Home > Events > PhD Defense - Olivia Choudhury

PhD Defense - Olivia Choudhury

Start: 6/15/2017 at 1:00PM
End: 6/15/2017 at 4:30PM
Location: 258 Fitzpatrick
Attendees: Faculty and students are welcome to attend the presentation portion of the defense. Light refreshments will be served.
Add to calendar:
iCal vCal

Olivia Choudhury
Dissertation Defense
June 15, 2017        1:00 pm        258 Fitzpatrick
Adviser: Dr. Scott Emrich
Committee:
Dr. Kevin Bowyer     Dr. Jeanne Romero-Severson   Dr. Douglas Thain


"Expediting Analysis and Improving Fidelity of Big Data Genomics"

 Abstract

Genomics, or the study of genome-derived data, has had widespread impact in applications including medicine, forensic science, human evolution, environmental science, and social science. The plummeting cost of genome sequencing in the last decade has spurred an exponential growth of genomic data. The rate of data generation from these sequencing techniques has outpaced computing throughput, as predicted by Moore’s Law, causing a major bottleneck in the rate of data processing and analysis. Emerging genome data is also characterized by missing and erroneous values, that reduce data fidelity and limit its applicability for downstream analysis. This forms the basis of the following research questions: (i) Can we design frameworks that can expedite data analysis and enable efficient utilization of computational resources? (ii) Can we develop accurate and efficient algorithms to improve data fidelity in genomic applications?

We address the first problem by developing a parallel data analysis framework that accelerates large-scale comparative genomics applications. We identify that optimal data partitioning and caching significantly improve the performance of such framework. We further construct a predictive model to estimate runtime configurations that facilitate optimal utilization of cloud and cluster-based resources while executing data-intensive applications.
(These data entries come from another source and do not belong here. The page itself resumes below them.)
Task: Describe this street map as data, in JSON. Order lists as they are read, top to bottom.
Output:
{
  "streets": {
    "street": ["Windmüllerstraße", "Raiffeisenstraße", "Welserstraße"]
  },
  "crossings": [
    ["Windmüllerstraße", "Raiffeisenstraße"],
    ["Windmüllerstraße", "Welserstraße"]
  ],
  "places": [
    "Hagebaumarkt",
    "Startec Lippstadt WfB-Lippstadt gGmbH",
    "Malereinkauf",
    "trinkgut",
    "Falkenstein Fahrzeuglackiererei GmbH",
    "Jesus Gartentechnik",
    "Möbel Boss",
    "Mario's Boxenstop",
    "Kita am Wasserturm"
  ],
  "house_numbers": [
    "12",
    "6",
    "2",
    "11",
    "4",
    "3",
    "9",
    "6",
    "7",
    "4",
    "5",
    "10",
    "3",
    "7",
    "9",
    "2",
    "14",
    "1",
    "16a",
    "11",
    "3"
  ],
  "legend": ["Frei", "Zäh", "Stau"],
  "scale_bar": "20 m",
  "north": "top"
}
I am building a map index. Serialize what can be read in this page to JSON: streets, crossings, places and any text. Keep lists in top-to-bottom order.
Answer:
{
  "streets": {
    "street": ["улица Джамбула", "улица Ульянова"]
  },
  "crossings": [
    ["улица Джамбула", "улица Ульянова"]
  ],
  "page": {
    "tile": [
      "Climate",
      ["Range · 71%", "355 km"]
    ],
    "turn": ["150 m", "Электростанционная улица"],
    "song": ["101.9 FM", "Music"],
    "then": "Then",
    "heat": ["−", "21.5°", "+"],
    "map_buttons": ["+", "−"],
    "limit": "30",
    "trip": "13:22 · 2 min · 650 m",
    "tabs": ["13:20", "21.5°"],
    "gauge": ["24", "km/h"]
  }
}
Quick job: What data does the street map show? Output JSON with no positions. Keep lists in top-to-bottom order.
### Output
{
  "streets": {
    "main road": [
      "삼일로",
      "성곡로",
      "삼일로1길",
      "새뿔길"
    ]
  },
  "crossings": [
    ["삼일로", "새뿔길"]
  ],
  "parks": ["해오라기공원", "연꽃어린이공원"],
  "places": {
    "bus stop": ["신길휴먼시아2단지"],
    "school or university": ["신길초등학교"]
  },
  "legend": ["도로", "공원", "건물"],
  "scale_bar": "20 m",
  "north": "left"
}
The fidelity of genomic data derived from next-generation sequencing techniques impacts downstream applications like genome-wide association study (GWAS) and genome assembly. For imputation of missing genotype data, we design an accurate, fast, and lightweight algorithm for both model (with a reference genotype panel) and non-model (without a reference genotype panel) organisms. To correct erroneous long reads generated by emerging sequencing techniques, we formulate a hybrid correction algorithm that determines a correction policy based on an optimal combination of base quality and similarity of aligned short reads. We extend the core algorithm by proposing an iterative learning paradigm that further improves its performance.

Our proposed data analysis framework is accessible to the scientific community and has been used to study the genomes of ecologically important plant species and malaria vector mosquitoes. The predictive models exhibit high accuracy in determining optimal parameters of operation on commercial cloud services like Amazon EC2 and Microsoft Azure. Finally, the imputation and error correction algorithms outperform state-of-the-art alternatives when tested on real data sets of plants, malarial mosquitoes, and humans. Hence, in this thesis, we present novel solutions to expedite data-parallel genomic applications while optimizing cloud and cluster-based resource utilization. We also design novel, accurate, and efficient algorithms to impute missing data and correct erroneous data in emerging genomic applications.